Kohen is often cited in English, French, and Spanish-language news media for his expertise on matters of statehood, secession, and peaceful settlement of international disputes.

He is the author of several publications in English, French, and Spanish. His book "Possession contestée et souveraineté territoriale" (Presses universitaires de France, 1997) was awarded the Paul Guggenheim Prize in 1997.

== Secretary-General of the Institut de Droit International ==

Marcelo Kohen was elected Secretary General of the Institute of International Law in 2015, at the 77th session held in Tallinn (Estonia). He was re-elected as Secretary General in 2021.

Kohen represented the Institute at the World Summit of Nobel Peace Laureates 2019 in Mérida, Mexico. In this context, he argued that "the law is the weapon of the weak in their relationship with the powerful" and stressed that "force does not give rights."

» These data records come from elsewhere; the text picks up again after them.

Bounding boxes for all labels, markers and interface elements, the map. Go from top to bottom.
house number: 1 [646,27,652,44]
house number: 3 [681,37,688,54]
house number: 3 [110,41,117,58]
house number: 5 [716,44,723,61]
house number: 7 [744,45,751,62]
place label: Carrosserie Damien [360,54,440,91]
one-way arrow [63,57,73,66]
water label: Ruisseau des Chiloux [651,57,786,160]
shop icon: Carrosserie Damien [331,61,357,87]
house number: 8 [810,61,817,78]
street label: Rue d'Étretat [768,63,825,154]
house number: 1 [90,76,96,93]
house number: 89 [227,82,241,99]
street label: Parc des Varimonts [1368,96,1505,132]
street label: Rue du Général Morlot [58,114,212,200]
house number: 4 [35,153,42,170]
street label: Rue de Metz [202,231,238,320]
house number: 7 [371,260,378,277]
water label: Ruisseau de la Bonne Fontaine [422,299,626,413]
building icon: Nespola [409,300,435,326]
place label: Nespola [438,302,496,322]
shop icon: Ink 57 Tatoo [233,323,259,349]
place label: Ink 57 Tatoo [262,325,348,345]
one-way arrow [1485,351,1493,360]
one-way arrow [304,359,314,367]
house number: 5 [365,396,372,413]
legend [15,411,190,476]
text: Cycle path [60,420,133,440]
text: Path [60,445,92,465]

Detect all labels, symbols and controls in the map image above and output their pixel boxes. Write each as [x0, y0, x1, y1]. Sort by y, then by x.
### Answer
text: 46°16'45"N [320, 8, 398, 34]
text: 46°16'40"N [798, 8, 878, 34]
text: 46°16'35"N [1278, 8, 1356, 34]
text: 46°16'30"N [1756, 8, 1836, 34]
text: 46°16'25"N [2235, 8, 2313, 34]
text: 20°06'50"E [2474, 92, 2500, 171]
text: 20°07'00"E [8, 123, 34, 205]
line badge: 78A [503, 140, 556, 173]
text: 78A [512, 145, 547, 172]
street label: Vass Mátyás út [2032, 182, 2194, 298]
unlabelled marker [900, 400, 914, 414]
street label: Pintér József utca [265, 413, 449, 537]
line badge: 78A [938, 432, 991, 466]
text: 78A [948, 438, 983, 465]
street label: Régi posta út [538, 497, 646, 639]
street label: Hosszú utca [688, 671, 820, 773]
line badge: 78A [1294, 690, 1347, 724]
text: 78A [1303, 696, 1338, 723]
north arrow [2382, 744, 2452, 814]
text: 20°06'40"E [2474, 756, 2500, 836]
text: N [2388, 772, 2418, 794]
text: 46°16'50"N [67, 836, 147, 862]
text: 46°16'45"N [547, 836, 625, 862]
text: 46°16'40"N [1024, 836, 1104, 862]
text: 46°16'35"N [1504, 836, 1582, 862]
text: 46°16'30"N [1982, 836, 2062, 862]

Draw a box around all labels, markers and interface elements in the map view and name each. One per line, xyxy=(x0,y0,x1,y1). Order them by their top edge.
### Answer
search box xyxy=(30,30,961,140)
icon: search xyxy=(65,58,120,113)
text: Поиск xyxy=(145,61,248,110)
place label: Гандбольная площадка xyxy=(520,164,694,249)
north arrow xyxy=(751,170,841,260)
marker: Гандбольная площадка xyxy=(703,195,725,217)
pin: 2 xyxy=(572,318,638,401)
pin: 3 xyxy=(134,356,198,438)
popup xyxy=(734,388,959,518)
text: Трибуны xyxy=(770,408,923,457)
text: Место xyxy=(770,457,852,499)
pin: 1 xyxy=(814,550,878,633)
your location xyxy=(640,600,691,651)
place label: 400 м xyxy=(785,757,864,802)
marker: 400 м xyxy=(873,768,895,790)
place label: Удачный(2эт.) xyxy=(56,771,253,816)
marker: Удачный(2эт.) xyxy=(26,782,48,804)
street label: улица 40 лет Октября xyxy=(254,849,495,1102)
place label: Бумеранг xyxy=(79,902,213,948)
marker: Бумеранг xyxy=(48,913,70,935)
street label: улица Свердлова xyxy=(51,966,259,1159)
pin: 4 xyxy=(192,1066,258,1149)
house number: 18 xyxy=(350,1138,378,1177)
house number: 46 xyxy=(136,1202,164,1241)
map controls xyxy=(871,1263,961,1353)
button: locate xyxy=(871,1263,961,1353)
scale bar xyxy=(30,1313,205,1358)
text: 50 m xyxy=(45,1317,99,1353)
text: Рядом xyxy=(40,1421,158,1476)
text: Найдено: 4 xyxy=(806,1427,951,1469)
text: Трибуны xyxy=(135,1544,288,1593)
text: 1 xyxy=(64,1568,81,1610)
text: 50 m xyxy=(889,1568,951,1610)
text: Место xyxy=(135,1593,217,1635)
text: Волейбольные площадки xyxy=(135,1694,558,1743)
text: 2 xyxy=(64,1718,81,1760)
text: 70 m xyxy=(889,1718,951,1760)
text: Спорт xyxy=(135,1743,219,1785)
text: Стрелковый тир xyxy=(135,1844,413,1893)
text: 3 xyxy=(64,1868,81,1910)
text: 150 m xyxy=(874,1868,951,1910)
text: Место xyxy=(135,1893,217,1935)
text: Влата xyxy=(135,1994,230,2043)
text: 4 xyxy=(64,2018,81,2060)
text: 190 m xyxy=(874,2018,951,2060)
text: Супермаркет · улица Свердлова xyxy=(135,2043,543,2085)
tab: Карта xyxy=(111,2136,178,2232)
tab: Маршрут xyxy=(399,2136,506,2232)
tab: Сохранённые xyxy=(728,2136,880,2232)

== Selected publications ==

- Marcelo G. Kohen and Christian Tomuschat, 'Flexibility in International Dispute Settlement' (Brill, 2020).
- Marcelo G. Kohen and Patrick Dumberry, 'The Institute of International Law's Resolution on State Succession and State Responsibility' (Cambridge University Press, 2019).
- Marcelo G. Kohen and Mamadou Hébié, 'Research Handbook on Territorial Disputes in International Law' (EE Elgar, 2018).
- Marcelo G. Kohen, 'Secession: international law perspectives' (Cambridge University Press, 2006).
- Marcelo G. Kohen, 'Possession contestée et souveraineté territoriale' (Presses universitaires de France, 1997).
- Marcelo G. Kohen, 'La contribución de América Latina al desarrollo progresivo del Derecho Internacional en materia territorial' (Servicio de Publicaciones de la Universidad de Navarra, 2001).

== Selected lectures ==
Professor Marcelo Kohen is one of the largest contributors to the United Nations Audiovisual Library of International Law lecture series, that offers a "collection of lectures on virtually every subject of international law" given by the most prominent international law scholars and practitioners around the world. He has given four lectures, one mini-series, and features in two online panels. These include:
- 'La práctica y la teoría de las fuentes del Derecho Internacional' in the Lecture Series of the United Nations Audiovisual Library of International Law.
- 'La relation titres-effectivités dans le contentieux territorial' in the Lecture Series of the United Nations Audiovisual Library of International Law.
- 'Asia and International Law: A New Era. The Third Biennial Conference of the Asian Society of International Law' in the Lecture Series of the United Nations Audiovisual Library of International Law.
- 'Conference on the Occasion of the Centenary of the Peace Palace: The International Court of Justice and the International Legal System' in the Lecture Series of the United Nations Audiovisual Library of International Law.